FLEETCOR Q1 Earnings & Revenues Beat, 2019 View Up
FLEETCOR Technologies reported strong first-quarter 2019 results wherein both earnings and revenues surpassed the Zacks Consensus Estimate.
Adjusted earnings of $2.67 per share outpaced the consensus estimate by 5 cents and increased 6.8% year over year. Notably, the reported figure exceeded the company guided range of $2.55-$2.65 per share. Macro-economic environment had a negative impact of 16 cents per share on the bottom line.
Revenues of $621.83 million beat the consensus mark by $16.2 million and increased 6.2% year over year on a reported basis and 11% on a pro-forma and macro adjusted basis. Organic revenue growth was 11% in the reported quarter, driven by solid double-digit growth across the company’s product categories – fuel, corporate payments, tolls and lodging. Its fuel card business was up 10%, corporate payments increased 18%, toll business grew 15% and lodging business increased 6% organically.
Revenues in Detail
Segment-wise, revenues from North America came in at $396.89 million, up 8.9% year over year. Internationally, revenues of $224.92 million increased 1.7% year over year. Product category-wise, fuel revenues of $283 million increased 7% year over year on a reported basis and 10% on a pro-forma and macro adjusted basis. Corporate Payments revenues of $110.3 million increased 16% year over year on a reported basis and 18% on a pro-forma and macro adjusted basis. Tolls revenues of $88.9 million decreased 1% year over year on a reported basis but improved 15% on a pro-forma and macro adjusted basis.

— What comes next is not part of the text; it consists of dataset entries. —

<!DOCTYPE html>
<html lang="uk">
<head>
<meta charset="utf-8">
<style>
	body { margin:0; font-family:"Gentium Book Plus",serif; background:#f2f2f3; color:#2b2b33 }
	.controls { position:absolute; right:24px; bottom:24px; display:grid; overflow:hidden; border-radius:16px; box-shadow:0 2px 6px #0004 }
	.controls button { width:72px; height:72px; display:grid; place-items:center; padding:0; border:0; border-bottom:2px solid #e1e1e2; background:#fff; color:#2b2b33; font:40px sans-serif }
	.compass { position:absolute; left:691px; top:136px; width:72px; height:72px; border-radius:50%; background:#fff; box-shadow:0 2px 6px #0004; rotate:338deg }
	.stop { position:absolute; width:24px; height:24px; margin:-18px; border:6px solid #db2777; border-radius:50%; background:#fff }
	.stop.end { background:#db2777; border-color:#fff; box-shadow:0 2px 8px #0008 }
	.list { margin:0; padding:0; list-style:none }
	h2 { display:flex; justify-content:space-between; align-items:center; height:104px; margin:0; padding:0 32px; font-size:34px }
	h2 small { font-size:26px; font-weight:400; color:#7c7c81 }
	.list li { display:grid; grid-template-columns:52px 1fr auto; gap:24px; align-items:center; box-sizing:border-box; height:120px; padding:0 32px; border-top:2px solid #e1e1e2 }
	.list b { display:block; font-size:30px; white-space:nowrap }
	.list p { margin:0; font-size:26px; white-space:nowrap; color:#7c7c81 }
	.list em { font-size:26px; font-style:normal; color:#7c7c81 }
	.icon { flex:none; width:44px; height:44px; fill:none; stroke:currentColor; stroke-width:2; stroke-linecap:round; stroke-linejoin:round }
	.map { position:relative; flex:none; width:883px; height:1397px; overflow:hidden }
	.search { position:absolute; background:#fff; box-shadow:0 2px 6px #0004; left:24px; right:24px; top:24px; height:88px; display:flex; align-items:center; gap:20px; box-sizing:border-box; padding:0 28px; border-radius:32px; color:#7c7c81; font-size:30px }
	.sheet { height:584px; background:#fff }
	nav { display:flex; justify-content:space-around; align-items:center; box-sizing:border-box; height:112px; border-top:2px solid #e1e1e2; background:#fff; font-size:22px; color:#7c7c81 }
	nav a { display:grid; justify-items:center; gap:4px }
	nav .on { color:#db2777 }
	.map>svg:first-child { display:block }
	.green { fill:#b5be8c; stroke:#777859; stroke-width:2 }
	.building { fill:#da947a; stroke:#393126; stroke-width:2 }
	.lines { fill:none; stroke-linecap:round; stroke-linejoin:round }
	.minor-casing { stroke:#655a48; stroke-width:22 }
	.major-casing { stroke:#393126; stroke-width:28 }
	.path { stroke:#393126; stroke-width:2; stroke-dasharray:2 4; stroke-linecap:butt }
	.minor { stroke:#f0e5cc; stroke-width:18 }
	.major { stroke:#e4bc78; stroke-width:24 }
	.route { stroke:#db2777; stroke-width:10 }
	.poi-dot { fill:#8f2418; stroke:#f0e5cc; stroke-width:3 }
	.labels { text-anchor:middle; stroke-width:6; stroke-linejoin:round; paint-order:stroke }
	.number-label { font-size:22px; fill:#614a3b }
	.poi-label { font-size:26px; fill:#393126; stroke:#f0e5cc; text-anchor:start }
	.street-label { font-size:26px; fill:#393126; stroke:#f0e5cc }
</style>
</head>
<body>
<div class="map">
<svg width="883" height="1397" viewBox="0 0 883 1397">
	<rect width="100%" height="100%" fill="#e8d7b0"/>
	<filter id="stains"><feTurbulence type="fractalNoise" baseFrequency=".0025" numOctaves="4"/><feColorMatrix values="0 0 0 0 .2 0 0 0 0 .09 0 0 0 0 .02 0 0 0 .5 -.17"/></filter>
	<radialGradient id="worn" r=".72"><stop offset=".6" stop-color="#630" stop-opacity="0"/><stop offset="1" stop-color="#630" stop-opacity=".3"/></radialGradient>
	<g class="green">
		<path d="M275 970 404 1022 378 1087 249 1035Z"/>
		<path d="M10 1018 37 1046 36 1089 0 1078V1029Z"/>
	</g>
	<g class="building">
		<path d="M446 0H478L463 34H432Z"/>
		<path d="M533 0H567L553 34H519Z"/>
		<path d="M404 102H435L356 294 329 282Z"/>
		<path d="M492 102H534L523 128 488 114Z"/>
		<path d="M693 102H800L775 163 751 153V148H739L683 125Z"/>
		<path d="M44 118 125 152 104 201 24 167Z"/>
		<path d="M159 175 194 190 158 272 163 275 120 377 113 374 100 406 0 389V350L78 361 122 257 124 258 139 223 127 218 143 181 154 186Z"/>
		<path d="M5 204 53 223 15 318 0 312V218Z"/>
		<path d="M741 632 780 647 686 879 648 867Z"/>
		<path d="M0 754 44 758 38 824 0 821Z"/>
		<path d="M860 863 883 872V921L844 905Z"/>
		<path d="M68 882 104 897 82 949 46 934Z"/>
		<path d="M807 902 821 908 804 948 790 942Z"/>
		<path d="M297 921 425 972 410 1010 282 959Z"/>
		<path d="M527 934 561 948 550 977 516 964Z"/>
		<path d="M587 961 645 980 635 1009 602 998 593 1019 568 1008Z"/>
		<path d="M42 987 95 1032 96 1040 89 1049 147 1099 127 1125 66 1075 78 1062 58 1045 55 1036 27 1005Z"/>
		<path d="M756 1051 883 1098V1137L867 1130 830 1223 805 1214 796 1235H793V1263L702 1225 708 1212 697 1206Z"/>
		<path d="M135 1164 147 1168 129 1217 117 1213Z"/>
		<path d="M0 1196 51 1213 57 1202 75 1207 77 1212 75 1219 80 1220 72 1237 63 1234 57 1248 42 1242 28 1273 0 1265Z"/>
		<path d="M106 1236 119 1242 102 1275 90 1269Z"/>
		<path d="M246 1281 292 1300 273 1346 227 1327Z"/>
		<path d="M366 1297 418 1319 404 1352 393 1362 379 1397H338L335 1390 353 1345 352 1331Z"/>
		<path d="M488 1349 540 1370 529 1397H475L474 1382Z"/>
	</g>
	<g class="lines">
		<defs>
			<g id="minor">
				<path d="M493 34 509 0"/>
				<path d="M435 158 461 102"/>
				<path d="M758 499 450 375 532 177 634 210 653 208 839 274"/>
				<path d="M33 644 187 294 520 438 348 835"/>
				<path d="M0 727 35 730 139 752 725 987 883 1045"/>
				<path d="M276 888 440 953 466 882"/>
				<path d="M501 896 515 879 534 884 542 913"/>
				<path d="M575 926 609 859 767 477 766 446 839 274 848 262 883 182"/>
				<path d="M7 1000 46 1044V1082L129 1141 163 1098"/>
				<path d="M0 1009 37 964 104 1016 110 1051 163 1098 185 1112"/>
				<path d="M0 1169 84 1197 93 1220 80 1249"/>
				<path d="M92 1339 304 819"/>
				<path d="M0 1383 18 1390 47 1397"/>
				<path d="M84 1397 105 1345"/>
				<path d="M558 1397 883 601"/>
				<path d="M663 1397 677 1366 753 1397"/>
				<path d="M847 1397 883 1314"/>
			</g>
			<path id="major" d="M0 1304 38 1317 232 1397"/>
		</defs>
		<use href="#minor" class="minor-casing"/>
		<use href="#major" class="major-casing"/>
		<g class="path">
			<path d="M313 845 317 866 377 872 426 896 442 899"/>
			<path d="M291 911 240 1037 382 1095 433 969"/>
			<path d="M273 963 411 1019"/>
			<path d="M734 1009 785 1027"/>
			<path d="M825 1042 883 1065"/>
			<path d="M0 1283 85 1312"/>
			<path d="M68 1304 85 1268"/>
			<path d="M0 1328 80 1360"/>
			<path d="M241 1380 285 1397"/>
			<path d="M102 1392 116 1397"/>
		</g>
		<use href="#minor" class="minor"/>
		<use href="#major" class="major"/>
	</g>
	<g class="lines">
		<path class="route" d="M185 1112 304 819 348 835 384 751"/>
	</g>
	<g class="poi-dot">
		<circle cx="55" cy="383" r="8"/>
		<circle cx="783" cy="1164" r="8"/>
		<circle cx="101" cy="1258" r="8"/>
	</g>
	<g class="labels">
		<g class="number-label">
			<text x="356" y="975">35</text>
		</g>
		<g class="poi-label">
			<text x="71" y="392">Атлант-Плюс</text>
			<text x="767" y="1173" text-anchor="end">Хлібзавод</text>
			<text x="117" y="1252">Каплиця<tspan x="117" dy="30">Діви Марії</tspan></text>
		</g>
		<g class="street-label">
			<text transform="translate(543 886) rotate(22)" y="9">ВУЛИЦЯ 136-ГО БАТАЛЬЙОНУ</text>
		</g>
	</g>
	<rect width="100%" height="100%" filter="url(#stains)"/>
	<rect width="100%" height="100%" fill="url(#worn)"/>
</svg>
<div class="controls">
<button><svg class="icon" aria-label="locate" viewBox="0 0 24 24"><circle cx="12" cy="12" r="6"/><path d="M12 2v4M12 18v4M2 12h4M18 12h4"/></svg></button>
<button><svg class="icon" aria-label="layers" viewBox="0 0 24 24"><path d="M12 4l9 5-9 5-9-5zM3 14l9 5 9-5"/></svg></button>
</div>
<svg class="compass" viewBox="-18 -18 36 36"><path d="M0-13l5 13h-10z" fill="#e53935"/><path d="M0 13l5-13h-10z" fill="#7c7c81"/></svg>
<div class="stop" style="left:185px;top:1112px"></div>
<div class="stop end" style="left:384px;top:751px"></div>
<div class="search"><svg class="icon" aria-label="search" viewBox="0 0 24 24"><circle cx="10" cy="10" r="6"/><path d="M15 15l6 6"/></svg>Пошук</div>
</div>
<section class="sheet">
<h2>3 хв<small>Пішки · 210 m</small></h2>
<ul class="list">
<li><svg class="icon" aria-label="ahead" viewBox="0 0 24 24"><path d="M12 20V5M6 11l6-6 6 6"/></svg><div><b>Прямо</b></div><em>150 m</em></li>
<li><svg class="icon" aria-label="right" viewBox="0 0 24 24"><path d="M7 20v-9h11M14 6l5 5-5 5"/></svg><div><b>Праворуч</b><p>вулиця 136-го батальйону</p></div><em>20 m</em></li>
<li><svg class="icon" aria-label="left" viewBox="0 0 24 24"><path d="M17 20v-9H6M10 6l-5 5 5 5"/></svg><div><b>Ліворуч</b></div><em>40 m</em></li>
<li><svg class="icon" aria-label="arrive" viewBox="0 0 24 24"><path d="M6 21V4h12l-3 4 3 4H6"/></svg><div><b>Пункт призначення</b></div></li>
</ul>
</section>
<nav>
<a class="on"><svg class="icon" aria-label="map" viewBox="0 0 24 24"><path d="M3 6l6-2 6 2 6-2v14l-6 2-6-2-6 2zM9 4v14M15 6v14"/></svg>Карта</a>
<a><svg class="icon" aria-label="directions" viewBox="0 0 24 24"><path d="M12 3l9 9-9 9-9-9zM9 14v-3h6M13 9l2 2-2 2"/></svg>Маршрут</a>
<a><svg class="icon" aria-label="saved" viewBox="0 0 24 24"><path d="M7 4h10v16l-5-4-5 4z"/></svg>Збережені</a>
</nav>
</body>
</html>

Lodging revenues of $41.8 million increased 6% year over year on a reported basis as well as on a pro-forma and macro adjusted basis. Gift revenues of $48.4 million decreased marginally year over year on a reported basis and 3% on a pro-forma and macro adjusted basis. Other revenues of $49.4 million increased 4% year over year on a reported basis and 9% on a pro-forma and macro adjusted basis.

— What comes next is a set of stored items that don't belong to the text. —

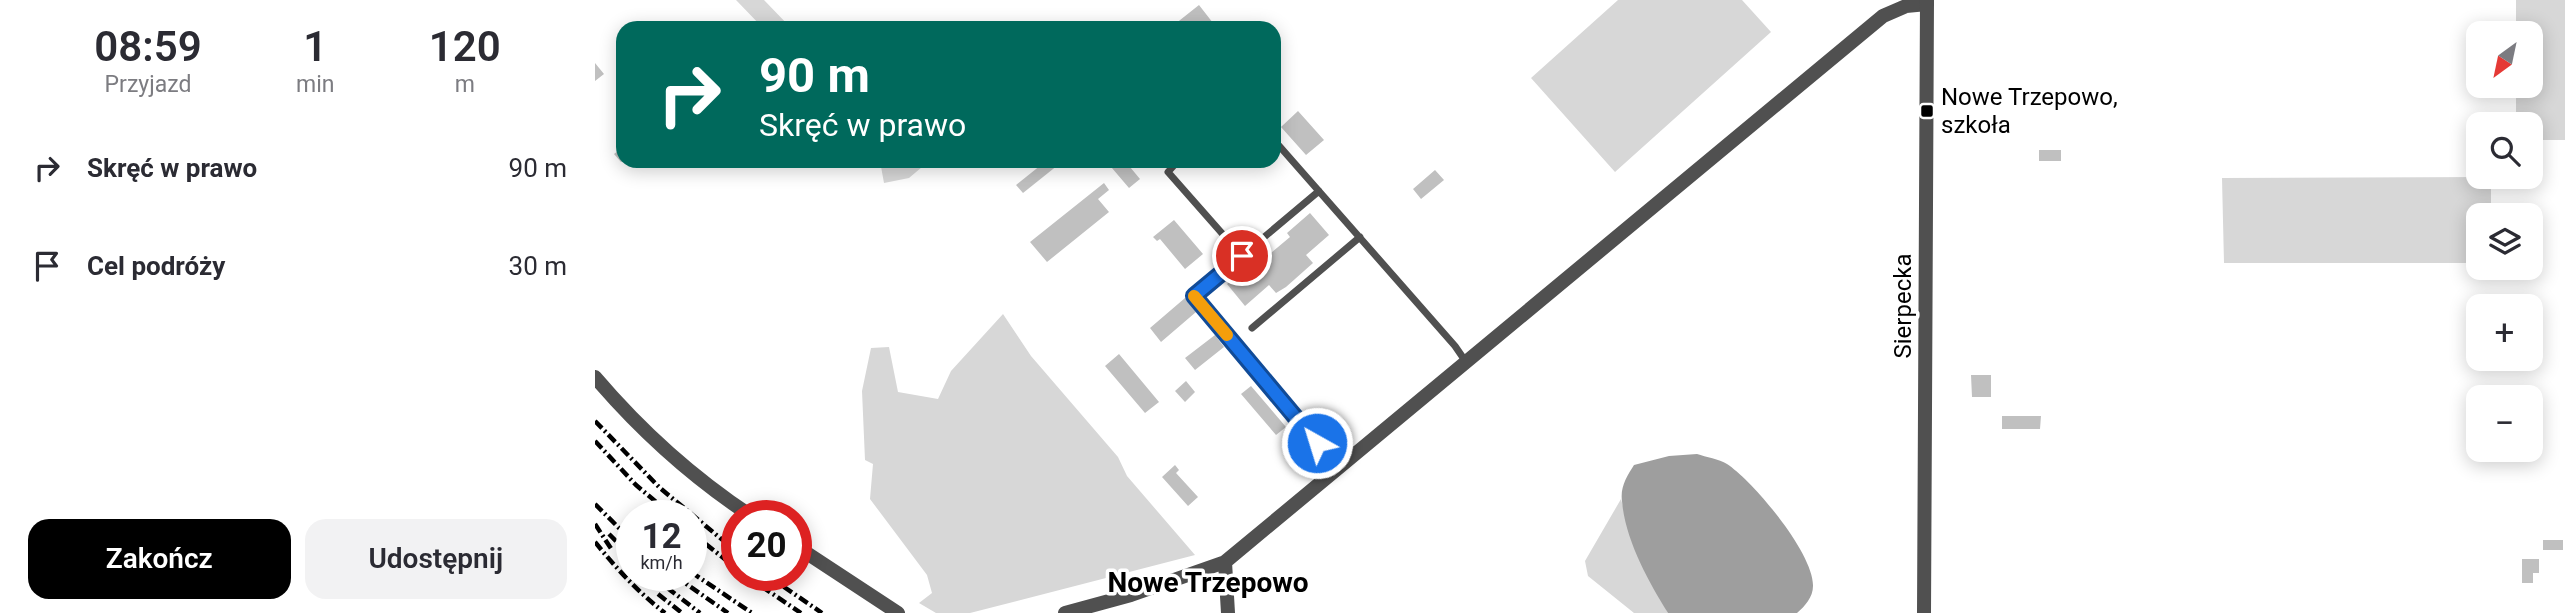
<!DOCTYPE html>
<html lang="pl">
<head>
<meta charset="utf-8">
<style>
  body { margin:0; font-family:Roboto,sans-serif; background:#f2f2f3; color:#2b2b33; height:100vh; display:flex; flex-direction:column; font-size:26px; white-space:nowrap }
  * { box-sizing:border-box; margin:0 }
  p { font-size:23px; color:#7c7c81 }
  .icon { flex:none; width:38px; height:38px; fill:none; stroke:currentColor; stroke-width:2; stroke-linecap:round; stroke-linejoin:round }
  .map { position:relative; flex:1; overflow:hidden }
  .details { display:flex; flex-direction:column; background:#fff; width:595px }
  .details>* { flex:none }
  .guide { position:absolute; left:21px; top:21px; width:665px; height:147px; border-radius:21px; box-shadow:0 4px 18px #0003; background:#00695c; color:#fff; overflow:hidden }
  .needle { width:46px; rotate:213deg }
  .fabs { position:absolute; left:1871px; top:21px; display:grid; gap:14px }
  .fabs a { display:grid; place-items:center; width:77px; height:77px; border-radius:14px; background:#fff; box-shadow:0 4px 18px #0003; font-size:35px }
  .speed { position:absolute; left:21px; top:500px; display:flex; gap:14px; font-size:35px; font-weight:700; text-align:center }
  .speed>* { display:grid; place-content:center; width:91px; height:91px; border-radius:50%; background:#fff; box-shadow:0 4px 18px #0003; line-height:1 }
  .speed small { font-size:18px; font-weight:400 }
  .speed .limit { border:10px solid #d22; background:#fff; color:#111 }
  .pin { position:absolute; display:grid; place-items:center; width:60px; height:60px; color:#fff; margin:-30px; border:4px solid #fff; border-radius:50%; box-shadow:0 2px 7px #0007 }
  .me { position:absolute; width:77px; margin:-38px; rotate:321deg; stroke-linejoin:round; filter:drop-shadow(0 0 5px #0008) }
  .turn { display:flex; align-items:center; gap:24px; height:147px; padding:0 28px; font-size:32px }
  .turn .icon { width:91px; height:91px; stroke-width:2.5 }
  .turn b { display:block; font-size:49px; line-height:60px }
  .eta { display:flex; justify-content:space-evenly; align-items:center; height:119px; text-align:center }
  .eta b { font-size:42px; font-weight:600; line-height:49px }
  .cta { display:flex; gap:14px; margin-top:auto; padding:14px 28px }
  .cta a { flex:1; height:80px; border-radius:21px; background:#000; color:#fff; font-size:28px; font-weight:600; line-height:80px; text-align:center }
  .cta a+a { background:#f2f2f3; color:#2b2b33 }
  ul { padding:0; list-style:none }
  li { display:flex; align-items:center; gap:21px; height:98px; padding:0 28px }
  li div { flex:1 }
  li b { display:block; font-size:26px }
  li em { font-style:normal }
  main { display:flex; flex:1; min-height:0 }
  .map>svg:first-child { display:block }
  .green { fill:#d7d7d7 }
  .water { fill:#9e9e9e }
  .building { fill:#c0c0c0 }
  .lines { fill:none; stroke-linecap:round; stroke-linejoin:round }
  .service { stroke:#505050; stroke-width:7 }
  .minor { stroke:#505050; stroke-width:14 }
  .tertiary { stroke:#505050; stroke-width:14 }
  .rail { stroke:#000; stroke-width:4.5; stroke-dasharray:10 3.5 2 3.5; stroke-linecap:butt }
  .route-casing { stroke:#114b97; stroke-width:18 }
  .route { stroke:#1a73e8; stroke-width:12 }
  .slow { stroke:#f59e0b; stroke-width:12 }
  .poi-dot { fill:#000; stroke:#fff; stroke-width:2.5 }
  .labels { text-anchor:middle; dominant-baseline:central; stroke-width:7; stroke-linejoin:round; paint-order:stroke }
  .poi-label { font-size:24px; fill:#000; stroke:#fff; text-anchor:start }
  .street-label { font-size:24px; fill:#000; stroke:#fff }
  .quarter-label { font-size:28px; font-weight:bold; fill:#000; stroke:#fff }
</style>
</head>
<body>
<main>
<section class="details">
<div class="eta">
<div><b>08:59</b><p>Przyjazd</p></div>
<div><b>1</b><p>min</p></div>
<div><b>120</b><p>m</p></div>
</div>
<ul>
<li><svg class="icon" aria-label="right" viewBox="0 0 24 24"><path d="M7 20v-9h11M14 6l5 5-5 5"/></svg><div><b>Skręć w prawo</b></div><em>90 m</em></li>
<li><svg class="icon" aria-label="arrive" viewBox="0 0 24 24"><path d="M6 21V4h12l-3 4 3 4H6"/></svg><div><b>Cel podróży</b></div><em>30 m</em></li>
</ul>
<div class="cta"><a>Zakończ</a><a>Udostępnij</a></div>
</section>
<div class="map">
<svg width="1970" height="613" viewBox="0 0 1970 613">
  <rect width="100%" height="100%" fill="#fff"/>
  <path class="green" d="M141,0H169L196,28H168Z
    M1023,0H1147L1176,32L1020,172L936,78Z
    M1921,0H1970V140H1936V124H1921V86H1936V33H1921Z
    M285,161H321L327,167L314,178L289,183Z
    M1896,177V215H1883V263H1629L1627,178Z
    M408,314L436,356L523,457L532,476L600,555L375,613H341L324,603L337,593L332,575L275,499L278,464L270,460L267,391L276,348L294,347L303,392L343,399L356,371Z
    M1026,499L1037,542L1073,613H1039L993,576L990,561Z"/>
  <path class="water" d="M1102,454C1111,457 1124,459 1132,464C1159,482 1219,554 1218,586C1218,597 1210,606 1202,613H1073C1053,581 1030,539 1027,501C1025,487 1032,476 1039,465L1074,456Z"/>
  <path class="building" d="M604,5L618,23L612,28H575Z
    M0,63L9,74L0,81Z
    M703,111L729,140L711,155L686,127Z
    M28,147V161L26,162L19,154Z
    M1444,150H1466V161H1444Z
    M451,161H468L428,193L421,185Z
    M511,161H530L545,179L534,188Z
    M840,170L849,180L826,199L818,189Z
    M509,183L514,190L503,199L514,212L452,262L435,242Z
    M715,213L734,235L711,255L718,263L691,287L681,293L674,285L650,306L632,284L655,264L658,268L695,237L692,233Z
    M579,220L608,254L590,269L565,239L562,241L558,237Z
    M590,298L601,312L566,342L555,328Z
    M620,335L629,347L600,370L590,358Z
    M524,354L564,402L550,413L510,366Z
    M1376,375H1396V397H1377Z
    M591,381L600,392L590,402L580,391Z
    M656,386L691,427L681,435L646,394Z
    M1407,416H1446L1445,429H1407Z
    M580,465L584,470L581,473L603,497L593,506L567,477Z
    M1948,540H1968V550H1948Z
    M1927,559H1944V573H1938V583H1927Z"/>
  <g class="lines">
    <path class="service" d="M679,140L860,346L871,362
      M583,161L573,172L647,256
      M724,191L599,296L743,469
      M657,328L765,237"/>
    <path class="minor" d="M0,377C46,431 97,477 156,516
      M201,546L303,613
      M630,562L633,613
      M470,613L536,595L630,562L1288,16L1311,6L1332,4"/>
    <path class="tertiary" d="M1329,613L1332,0"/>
    <path class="rail" d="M0,421L65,488L142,552
      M0,441L41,485L78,516
      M0,504L37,541
      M0,524L17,550
      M96,532L142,569
      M14,534L37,557
      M0,542C21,568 43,592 70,613
      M96,572L157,613
      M57,576L105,613
      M80,576L133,613
      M151,576L206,613
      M173,576L227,613
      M63,594L87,613"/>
  </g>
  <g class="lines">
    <defs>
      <path id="route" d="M647,256L599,296L722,443"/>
    </defs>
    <use href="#route" class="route-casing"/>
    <use href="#route" class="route"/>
    <path class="slow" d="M599,296L632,335"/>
  </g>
  <rect class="poi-dot" x="1325" y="104" width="14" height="14" rx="3.5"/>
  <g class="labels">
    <g class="poi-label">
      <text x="1346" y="97">Nowe Trzepowo,<tspan x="1346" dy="28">szkoła</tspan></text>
    </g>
    <g class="street-label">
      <text transform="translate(1308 306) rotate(-90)">Sierpecka</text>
    </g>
    <g class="quarter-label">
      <text x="613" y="582">Nowe Trzepowo</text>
    </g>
  </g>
</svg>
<div class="fabs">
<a><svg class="needle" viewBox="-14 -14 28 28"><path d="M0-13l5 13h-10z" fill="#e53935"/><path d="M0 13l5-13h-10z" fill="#7c7c81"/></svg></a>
<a><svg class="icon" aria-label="search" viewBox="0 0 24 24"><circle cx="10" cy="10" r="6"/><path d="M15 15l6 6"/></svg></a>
<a><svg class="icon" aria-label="layers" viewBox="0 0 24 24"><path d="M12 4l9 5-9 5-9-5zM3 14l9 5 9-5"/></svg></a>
<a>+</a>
<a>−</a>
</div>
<div class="speed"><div>12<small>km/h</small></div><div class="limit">20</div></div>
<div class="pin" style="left:647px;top:256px;background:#d93025"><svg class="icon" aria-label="arrive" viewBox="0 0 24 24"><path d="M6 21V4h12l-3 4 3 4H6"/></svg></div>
<svg class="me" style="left:722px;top:443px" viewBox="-20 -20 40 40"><circle r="17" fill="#1a73e8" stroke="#fff" stroke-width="3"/><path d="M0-11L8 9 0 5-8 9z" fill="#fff"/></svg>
<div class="guide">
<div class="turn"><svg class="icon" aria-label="right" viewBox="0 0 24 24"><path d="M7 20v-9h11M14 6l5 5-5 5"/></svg><div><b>90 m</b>Skręć w prawo</div></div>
</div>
</div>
</main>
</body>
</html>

Operating income increased 9.3% from the prior-year quarter to $284.18 million. Operating income margin rose to 45.7% from 44.4% in the prior-year quarter.
Balance Sheet & Cash Flow
FLEETCOR exited first-quarter 2019 with cash, cash equivalents and restricted cash of approximately $1.37 billion compared with $1.36 billion at the end of the prior quarter. The company generated $297.49 million of net cash from operating activities. Capital expenditures totaled $14.5 million. In the reported quarter, FLEETCOR repurchased shares worth $3.32 million.
For second-quarter 2019, the company expects adjusted earnings to be in the range of $2.74-$2.84 per share. The second-quarter guidance includes the dilutive impact of the Nvoicepay acquisition and higher share count.
For 2019, FLEETCOR raised its revenue and adjusted earnings guidance while reaffirming the same for organic revenue growth, adjusted tax rate and interest expense.
Total revenues are now anticipated in the range of $2.60-$2.66 billion compared with the previously guided range of $2.57-$2.63 billion. Adjusted earnings are now expected the range of $11.47-$11.77 per share compared with the prior guided range of $11.40-$11.70 per share. The company continues to expect organic revenues to register 9-11% growth. Adjusted tax rate is anticipated between 23% and 24%. Interest expense is estimated around $160 million.
How Have Estimates Been Moving Since Then?
In the past month, investors have witnessed a downward trend in fresh estimates.
At this time, FleetCor Technologies has a nice Growth Score of B, however its Momentum Score is doing a bit better with an A. However, the stock was allocated a grade of D on the value side, putting it in the bottom 40% for this investment strategy.
Overall, the stock has an aggregate VGM Score of B. If you aren't focused on one strategy, this score is the one you should be interested in.
Estimates have been broadly trending downward for the stock, and the magnitude of these revisions indicates a downward shift. Notably, FleetCor Technologies has a Zacks Rank #2 (Buy). We expect an above average return from the stock in the next few months.